● **What you need to do**: Copy all lines of the listing that include the string "вулиця".

Records supplied Start Marker

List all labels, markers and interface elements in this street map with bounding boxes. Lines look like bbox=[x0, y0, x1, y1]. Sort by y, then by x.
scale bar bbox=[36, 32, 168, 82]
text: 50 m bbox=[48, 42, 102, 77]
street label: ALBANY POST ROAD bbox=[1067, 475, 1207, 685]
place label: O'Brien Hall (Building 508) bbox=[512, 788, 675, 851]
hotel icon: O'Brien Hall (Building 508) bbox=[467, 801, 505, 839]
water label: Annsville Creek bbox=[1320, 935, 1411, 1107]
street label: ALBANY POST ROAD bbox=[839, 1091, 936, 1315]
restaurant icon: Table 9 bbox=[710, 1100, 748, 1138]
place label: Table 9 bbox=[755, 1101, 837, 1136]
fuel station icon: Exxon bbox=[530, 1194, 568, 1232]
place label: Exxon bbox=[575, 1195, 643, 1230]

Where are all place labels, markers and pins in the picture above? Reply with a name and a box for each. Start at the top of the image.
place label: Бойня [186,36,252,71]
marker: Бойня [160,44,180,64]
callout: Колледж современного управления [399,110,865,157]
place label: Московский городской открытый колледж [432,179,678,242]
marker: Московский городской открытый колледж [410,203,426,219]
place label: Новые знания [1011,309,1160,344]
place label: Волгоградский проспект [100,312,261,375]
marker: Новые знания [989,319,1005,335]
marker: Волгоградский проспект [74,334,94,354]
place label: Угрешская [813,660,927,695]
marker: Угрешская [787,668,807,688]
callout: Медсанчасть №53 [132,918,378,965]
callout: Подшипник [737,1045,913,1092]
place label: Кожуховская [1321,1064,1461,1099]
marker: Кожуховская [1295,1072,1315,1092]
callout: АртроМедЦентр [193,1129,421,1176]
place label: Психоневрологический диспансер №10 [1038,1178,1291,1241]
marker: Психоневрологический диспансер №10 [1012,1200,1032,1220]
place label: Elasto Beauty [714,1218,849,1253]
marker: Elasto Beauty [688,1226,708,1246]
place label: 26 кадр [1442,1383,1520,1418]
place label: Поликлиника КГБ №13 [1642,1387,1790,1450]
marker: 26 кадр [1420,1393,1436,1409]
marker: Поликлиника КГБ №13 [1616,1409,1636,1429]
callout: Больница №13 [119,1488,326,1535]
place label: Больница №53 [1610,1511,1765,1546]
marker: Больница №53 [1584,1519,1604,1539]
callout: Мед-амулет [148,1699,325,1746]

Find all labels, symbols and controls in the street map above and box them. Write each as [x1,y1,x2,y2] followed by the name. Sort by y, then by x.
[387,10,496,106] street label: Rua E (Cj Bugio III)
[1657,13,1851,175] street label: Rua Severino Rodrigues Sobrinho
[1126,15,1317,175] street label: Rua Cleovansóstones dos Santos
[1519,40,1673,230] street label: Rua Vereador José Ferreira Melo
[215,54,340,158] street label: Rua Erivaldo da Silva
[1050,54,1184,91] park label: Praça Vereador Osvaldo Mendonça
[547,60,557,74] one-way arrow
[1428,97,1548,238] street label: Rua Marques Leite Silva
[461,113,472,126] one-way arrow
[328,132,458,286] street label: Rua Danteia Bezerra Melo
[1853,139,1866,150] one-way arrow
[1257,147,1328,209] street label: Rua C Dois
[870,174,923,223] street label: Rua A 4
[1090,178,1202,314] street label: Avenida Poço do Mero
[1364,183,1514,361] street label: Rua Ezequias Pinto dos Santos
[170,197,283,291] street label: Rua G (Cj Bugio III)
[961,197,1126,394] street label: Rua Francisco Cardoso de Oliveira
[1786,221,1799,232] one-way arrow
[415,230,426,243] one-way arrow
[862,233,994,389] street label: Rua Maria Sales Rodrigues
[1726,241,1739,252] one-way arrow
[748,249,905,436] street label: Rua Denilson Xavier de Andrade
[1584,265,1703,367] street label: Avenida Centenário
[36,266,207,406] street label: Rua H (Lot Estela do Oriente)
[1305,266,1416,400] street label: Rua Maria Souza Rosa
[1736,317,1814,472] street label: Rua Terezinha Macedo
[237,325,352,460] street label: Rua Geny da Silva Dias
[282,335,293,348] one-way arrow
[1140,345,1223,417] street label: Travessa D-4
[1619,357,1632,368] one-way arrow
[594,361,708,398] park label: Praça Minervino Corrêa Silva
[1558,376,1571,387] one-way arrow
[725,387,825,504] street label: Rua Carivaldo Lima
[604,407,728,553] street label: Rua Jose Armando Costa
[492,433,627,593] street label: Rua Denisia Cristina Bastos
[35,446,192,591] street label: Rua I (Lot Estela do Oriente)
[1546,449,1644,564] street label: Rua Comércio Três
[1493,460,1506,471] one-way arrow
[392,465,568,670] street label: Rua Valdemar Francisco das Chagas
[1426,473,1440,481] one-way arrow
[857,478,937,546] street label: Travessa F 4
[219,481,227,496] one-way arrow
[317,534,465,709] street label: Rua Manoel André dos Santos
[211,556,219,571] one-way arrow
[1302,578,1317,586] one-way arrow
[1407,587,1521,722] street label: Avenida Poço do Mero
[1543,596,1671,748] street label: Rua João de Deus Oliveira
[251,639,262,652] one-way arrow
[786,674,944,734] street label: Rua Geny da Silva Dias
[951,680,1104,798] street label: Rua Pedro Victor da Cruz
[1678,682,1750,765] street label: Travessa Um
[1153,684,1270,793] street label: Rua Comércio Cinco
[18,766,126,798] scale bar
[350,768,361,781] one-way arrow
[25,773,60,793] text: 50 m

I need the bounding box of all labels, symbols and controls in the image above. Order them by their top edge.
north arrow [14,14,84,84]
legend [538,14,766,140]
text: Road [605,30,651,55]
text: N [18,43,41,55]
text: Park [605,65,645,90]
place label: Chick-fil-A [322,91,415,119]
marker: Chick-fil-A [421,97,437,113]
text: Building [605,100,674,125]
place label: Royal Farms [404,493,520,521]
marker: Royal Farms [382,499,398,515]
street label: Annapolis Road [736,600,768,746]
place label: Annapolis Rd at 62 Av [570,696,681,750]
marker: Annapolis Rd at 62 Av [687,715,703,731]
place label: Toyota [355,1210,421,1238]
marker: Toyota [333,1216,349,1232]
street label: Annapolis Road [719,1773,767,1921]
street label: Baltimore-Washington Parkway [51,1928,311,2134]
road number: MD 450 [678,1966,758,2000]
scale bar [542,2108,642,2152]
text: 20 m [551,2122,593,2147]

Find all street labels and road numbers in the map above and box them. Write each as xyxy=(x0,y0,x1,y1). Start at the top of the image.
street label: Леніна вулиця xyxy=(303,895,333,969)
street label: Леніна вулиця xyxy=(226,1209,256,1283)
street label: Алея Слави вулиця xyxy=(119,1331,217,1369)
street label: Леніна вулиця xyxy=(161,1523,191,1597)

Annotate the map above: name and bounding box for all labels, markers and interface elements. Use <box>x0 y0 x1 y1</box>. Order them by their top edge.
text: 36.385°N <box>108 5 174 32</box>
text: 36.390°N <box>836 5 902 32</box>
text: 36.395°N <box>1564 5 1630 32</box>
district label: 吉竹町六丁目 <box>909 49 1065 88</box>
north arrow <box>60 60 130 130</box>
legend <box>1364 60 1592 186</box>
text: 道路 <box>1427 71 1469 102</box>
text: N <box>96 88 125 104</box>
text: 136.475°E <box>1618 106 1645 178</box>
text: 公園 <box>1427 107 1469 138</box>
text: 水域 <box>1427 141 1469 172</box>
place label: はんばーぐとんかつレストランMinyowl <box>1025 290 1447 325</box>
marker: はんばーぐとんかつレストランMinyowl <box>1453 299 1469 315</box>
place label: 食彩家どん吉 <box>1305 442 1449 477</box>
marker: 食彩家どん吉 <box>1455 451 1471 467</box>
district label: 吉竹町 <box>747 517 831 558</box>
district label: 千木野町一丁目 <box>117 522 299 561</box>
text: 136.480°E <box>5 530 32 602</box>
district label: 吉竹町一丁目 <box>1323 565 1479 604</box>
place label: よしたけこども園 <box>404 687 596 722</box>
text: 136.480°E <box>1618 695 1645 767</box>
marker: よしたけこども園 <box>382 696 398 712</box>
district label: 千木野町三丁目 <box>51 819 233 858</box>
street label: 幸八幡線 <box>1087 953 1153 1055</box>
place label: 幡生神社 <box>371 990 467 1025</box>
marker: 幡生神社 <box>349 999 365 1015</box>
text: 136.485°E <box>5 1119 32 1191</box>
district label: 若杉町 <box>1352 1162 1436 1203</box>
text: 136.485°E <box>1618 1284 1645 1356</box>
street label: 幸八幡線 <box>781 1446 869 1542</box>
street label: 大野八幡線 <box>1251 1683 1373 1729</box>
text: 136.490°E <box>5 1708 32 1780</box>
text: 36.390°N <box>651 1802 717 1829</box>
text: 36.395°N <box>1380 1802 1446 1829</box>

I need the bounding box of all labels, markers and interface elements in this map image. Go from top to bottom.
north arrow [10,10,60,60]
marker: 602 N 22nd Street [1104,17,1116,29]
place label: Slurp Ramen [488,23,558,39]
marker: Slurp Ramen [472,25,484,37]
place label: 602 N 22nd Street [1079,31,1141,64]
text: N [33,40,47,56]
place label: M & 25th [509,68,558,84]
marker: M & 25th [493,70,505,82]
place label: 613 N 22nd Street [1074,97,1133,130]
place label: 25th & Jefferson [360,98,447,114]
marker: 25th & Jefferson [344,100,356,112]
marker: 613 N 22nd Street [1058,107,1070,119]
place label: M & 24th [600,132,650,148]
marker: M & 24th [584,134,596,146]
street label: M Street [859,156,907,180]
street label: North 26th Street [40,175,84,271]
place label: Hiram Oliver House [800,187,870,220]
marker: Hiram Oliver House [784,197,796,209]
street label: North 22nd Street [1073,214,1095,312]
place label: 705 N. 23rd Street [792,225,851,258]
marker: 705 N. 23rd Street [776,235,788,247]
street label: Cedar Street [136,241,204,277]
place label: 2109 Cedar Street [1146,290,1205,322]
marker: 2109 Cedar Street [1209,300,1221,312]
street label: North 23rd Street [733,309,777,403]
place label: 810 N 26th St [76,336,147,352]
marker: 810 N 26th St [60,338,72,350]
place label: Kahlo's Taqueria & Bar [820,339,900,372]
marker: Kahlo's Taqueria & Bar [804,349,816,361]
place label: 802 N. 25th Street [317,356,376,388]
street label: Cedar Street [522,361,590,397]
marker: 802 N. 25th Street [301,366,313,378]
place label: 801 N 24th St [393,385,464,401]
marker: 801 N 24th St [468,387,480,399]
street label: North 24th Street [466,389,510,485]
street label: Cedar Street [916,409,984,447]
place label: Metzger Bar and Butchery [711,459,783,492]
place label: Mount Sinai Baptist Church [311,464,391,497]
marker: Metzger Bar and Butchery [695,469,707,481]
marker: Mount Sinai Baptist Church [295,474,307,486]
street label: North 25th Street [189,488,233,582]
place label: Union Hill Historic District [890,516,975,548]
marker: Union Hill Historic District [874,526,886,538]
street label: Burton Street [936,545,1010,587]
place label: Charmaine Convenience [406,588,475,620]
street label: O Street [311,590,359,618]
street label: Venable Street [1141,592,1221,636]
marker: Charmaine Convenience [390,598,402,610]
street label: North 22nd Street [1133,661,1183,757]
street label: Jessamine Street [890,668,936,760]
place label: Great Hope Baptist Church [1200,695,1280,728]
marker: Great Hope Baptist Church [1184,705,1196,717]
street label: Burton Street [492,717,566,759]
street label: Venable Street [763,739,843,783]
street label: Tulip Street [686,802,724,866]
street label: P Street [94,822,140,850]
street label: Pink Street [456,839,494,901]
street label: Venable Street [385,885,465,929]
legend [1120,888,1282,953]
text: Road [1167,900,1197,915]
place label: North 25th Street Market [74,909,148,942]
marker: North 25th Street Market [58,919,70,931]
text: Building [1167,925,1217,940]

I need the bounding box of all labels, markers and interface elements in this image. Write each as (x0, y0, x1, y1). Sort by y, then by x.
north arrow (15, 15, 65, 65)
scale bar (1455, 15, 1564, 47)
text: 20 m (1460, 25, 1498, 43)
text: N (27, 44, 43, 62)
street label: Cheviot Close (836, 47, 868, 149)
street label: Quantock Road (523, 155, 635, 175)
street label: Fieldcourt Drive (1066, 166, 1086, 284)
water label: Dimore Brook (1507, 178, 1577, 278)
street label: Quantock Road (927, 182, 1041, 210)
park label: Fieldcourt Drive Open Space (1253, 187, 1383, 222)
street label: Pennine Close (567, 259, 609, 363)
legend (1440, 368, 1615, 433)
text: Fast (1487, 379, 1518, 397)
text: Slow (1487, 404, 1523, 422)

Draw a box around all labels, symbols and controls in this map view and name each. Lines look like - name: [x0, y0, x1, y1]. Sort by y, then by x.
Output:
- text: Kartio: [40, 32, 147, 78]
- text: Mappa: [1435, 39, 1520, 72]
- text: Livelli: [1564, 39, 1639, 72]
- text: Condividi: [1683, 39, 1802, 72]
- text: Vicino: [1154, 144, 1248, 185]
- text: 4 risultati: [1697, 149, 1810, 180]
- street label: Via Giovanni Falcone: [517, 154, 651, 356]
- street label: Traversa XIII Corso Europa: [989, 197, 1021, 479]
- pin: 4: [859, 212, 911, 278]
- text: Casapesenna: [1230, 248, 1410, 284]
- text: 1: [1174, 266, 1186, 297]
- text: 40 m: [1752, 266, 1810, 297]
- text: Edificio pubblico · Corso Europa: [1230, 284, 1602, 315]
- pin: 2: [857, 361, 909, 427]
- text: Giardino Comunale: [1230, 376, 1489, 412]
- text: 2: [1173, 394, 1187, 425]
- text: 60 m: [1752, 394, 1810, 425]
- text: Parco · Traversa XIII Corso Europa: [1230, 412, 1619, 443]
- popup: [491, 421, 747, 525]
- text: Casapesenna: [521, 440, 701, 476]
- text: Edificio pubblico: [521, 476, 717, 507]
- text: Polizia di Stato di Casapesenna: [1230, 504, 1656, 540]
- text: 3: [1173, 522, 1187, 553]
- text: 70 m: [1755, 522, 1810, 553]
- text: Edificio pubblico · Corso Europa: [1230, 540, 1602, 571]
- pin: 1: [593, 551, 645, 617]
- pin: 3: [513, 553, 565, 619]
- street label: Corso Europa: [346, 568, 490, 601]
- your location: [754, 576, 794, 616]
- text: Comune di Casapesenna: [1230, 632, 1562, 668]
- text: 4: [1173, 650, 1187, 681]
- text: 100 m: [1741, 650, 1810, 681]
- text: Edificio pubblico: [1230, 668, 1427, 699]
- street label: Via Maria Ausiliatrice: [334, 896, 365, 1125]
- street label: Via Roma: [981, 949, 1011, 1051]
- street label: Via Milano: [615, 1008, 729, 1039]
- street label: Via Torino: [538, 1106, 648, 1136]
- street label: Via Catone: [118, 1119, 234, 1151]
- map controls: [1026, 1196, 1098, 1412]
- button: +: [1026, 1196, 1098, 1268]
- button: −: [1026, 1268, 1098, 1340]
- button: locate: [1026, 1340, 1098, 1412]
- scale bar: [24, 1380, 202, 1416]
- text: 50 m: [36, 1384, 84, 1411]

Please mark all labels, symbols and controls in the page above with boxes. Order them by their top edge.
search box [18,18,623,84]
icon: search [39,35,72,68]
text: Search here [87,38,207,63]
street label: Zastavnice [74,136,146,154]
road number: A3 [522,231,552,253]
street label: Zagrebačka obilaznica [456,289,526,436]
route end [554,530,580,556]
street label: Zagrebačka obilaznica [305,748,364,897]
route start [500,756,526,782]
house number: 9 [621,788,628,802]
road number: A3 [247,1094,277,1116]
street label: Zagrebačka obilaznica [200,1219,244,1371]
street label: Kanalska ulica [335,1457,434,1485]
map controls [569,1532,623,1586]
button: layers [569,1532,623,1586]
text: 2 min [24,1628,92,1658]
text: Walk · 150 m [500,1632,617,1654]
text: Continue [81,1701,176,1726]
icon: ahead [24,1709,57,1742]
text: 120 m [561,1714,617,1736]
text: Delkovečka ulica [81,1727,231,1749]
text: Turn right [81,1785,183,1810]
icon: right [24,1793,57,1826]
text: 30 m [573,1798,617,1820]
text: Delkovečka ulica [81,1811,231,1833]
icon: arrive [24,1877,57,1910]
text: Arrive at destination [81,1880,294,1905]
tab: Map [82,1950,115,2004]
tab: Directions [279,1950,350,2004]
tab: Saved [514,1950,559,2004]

Records supplied End Marker

● **Exercise solution**:
street label: Леніна вулиця xyxy=(303,895,333,969)
street label: Леніна вулиця xyxy=(226,1209,256,1283)
street label: Алея Слави вулиця xyxy=(119,1331,217,1369)
street label: Леніна вулиця xyxy=(161,1523,191,1597)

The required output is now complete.